Der mehrheitlich kurdische Südosten der Türkei kommt seit dem Waffenstillstand zwischen PKK und Armee im Juli 2015 nicht zur Ruhe. Seither wurden türkischen Angaben zufolge mehr als 600 Mitglieder der Sicherheitskräfte und mehr als 7000 PKK-Kämpfer getötet. Was müsste für einen echten Waffenstillstand geschehen?

Ich glaube nicht, dass es Ziel von Erdogan ist, einen Waffenstillstand mit der PKK zu erreichen. Die PKK rief ihn zuerst aus.
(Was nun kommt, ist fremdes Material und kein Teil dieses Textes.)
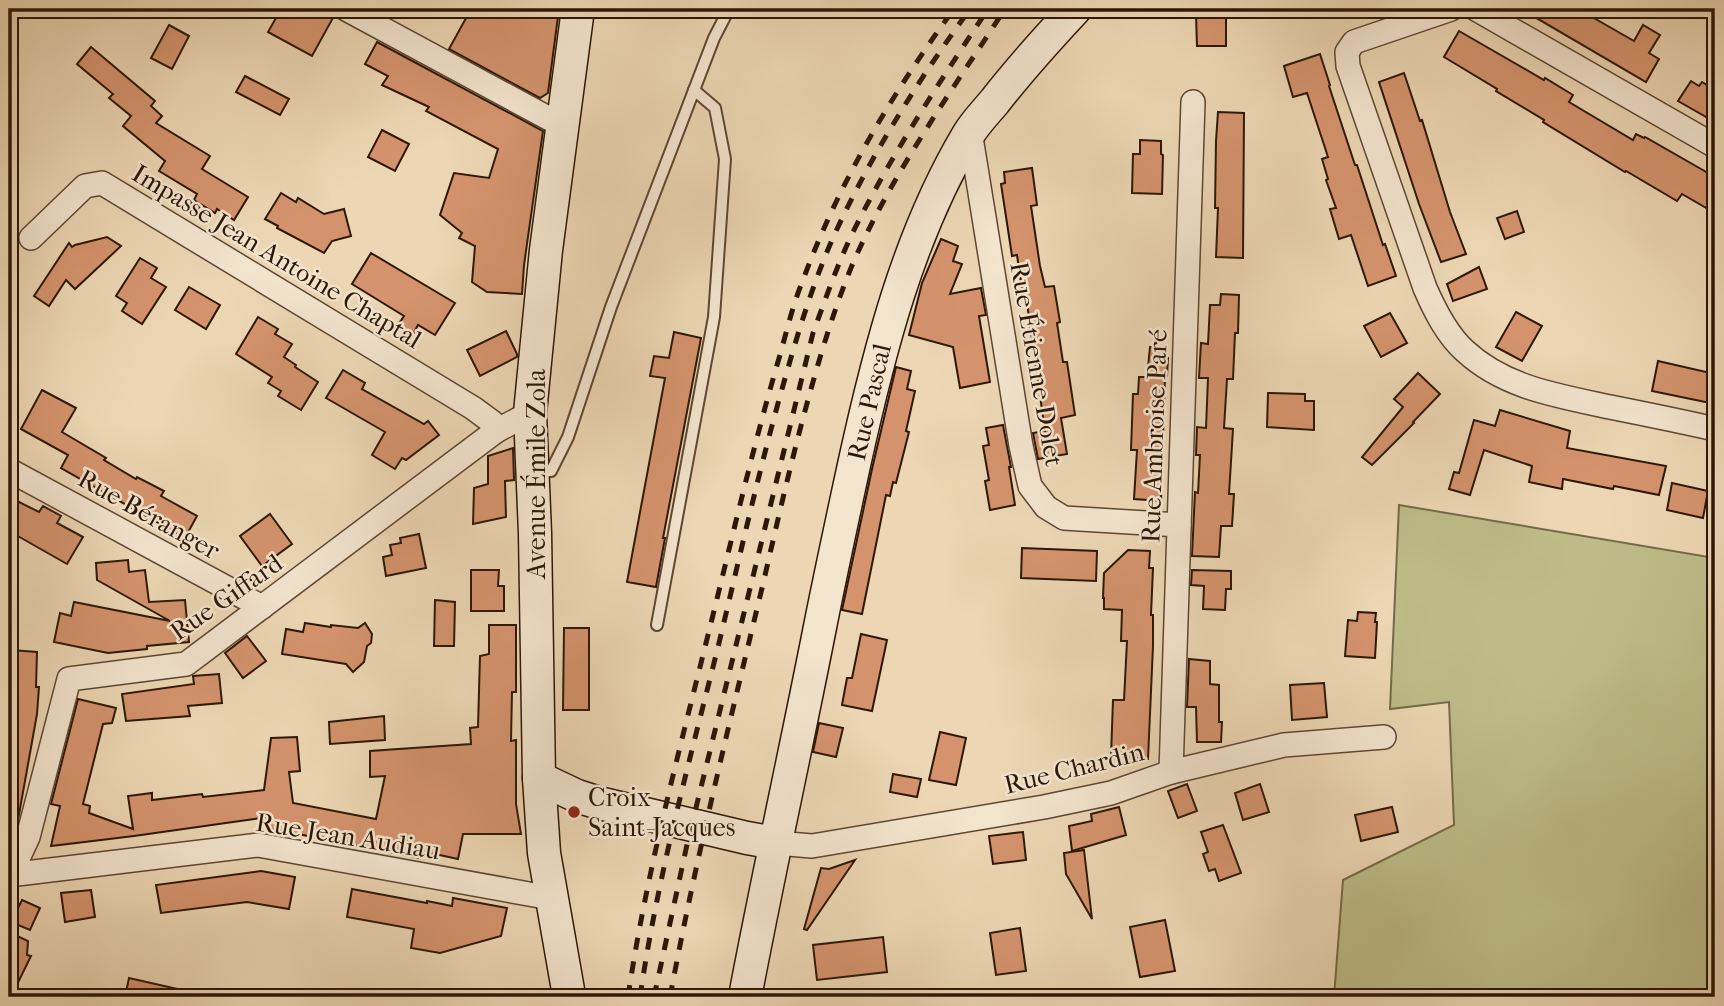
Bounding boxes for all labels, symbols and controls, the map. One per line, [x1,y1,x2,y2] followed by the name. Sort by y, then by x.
[126,158,427,355] street label: Impasse Jean Antoine Chaptal
[1003,259,1071,470] street label: Rue Étienne Dolet
[1135,328,1174,544] street label: Rue Ambroise Paré
[841,341,898,464] street label: Rue Pascal
[520,368,552,580] street label: Avenue Émile Zola
[72,463,225,566] street label: Rue Béranger
[164,547,289,647] street label: Rue Giffard
[1001,736,1147,801] street label: Rue Chardin
[588,782,735,843] place label: Croix Saint-Jacques
[566,804,582,820] marker: Croix Saint-Jacques
[254,807,442,866] street label: Rue Jean Audiau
Aber nach den Anschlägen in Ankara mit über hundert Toten im Oktober letzten Jahres, unter anderem auf eine von der pro-kurdischen Partei HDP mitorganisierte Friedensdemonstration, war die Situation verheerend. Die Armee provozierte eindeutig. Bei der Trauerfeier eines getöteten Kandidaten der HDP flogen die türkischen Sicherheitskräfte im Tiefflug über die Menge aus tausenden Bürgern Diyarbakırs.

Die Frage ist: Will Erdogan überhaupt den Waffenstillstand? Die Bürgermeisterin etwa soll ja durch AKP-Politiker abgelöst werden. Bei dieser Gewaltspirale ist der internationale Druck der einzige Hebel, um zu einem normalen Zustands für Verhandlungen zurückzukehren. Dass man immer wieder an demselben Punkt ist, an dem nur verurteilt wird, aber keine Konsequenzen folgen, macht wütend.